**Your objective:** For this exercise, output every line of the data as it stands.
=== Section Start ===
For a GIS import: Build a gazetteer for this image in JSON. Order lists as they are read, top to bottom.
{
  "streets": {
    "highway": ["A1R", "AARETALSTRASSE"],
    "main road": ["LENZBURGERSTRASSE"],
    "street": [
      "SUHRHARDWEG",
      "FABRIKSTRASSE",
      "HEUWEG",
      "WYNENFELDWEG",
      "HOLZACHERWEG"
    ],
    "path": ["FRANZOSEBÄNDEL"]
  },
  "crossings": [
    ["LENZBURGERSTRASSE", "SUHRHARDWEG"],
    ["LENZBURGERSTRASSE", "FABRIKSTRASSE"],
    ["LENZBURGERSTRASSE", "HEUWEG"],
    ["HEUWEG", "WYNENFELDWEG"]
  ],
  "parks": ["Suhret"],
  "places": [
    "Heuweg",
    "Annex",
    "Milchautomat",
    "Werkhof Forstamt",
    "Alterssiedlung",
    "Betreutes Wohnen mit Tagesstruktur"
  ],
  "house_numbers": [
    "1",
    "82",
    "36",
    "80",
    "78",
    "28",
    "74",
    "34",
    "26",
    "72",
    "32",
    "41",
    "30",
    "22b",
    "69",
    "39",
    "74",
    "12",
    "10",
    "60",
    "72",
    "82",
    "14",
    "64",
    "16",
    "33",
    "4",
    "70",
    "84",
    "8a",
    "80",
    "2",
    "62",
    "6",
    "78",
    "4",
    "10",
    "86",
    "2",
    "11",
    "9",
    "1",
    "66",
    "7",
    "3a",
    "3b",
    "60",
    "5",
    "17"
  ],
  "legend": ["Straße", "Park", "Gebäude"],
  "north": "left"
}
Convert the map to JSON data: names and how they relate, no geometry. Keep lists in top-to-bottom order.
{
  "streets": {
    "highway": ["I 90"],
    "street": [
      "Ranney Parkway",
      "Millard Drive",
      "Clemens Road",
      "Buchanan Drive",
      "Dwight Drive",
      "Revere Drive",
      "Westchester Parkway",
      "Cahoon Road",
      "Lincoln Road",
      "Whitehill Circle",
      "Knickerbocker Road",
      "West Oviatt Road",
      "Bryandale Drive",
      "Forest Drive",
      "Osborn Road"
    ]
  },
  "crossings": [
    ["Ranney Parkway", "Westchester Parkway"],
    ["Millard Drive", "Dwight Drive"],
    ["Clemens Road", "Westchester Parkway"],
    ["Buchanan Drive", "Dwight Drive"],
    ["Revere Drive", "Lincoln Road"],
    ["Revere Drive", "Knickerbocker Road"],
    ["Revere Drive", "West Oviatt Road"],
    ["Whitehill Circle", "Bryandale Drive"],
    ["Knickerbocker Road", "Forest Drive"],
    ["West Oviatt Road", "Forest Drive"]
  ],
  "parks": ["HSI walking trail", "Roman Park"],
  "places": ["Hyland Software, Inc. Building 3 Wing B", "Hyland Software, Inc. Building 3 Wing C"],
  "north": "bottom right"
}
=== Section End ===
**Answer below:**
For a GIS import: Build a gazetteer for this image in JSON. Order lists as they are read, top to bottom.
{
  "streets": {
    "highway": ["A1R", "AARETALSTRASSE"],
    "main road": ["LENZBURGERSTRASSE"],
    "street": [
      "SUHRHARDWEG",
      "FABRIKSTRASSE",
      "HEUWEG",
      "WYNENFELDWEG",
      "HOLZACHERWEG"
    ],
    "path": ["FRANZOSEBÄNDEL"]
  },
  "crossings": [
    ["LENZBURGERSTRASSE", "SUHRHARDWEG"],
    ["LENZBURGERSTRASSE", "FABRIKSTRASSE"],
    ["LENZBURGERSTRASSE", "HEUWEG"],
    ["HEUWEG", "WYNENFELDWEG"]
  ],
  "parks": ["Suhret"],
  "places": [
    "Heuweg",
    "Annex",
    "Milchautomat",
    "Werkhof Forstamt",
    "Alterssiedlung",
    "Betreutes Wohnen mit Tagesstruktur"
  ],
  "house_numbers": [
    "1",
    "82",
    "36",
    "80",
    "78",
    "28",
    "74",
    "34",
    "26",
    "72",
    "32",
    "41",
    "30",
    "22b",
    "69",
    "39",
    "74",
    "12",
    "10",
    "60",
    "72",
    "82",
    "14",
    "64",
    "16",
    "33",
    "4",
    "70",
    "84",
    "8a",
    "80",
    "2",
    "62",
    "6",
    "78",
    "4",
    "10",
    "86",
    "2",
    "11",
    "9",
    "1",
    "66",
    "7",
    "3a",
    "3b",
    "60",
    "5",
    "17"
  ],
  "legend": ["Straße", "Park", "Gebäude"],
  "north": "left"
}
Convert the map to JSON data: names and how they relate, no geometry. Keep lists in top-to-bottom order.
{
  "streets": {
    "highway": ["I 90"],
    "street": [
      "Ranney Parkway",
      "Millard Drive",
      "Clemens Road",
      "Buchanan Drive",
      "Dwight Drive",
      "Revere Drive",
      "Westchester Parkway",
      "Cahoon Road",
      "Lincoln Road",
      "Whitehill Circle",
      "Knickerbocker Road",
      "West Oviatt Road",
      "Bryandale Drive",
      "Forest Drive",
      "Osborn Road"
    ]
  },
  "crossings": [
    ["Ranney Parkway", "Westchester Parkway"],
    ["Millard Drive", "Dwight Drive"],
    ["Clemens Road", "Westchester Parkway"],
    ["Buchanan Drive", "Dwight Drive"],
    ["Revere Drive", "Lincoln Road"],
    ["Revere Drive", "Knickerbocker Road"],
    ["Revere Drive", "West Oviatt Road"],
    ["Whitehill Circle", "Bryandale Drive"],
    ["Knickerbocker Road", "Forest Drive"],
    ["West Oviatt Road", "Forest Drive"]
  ],
  "parks": ["HSI walking trail", "Roman Park"],
  "places": ["Hyland Software, Inc. Building 3 Wing B", "Hyland Software, Inc. Building 3 Wing C"],
  "north": "bottom right"
}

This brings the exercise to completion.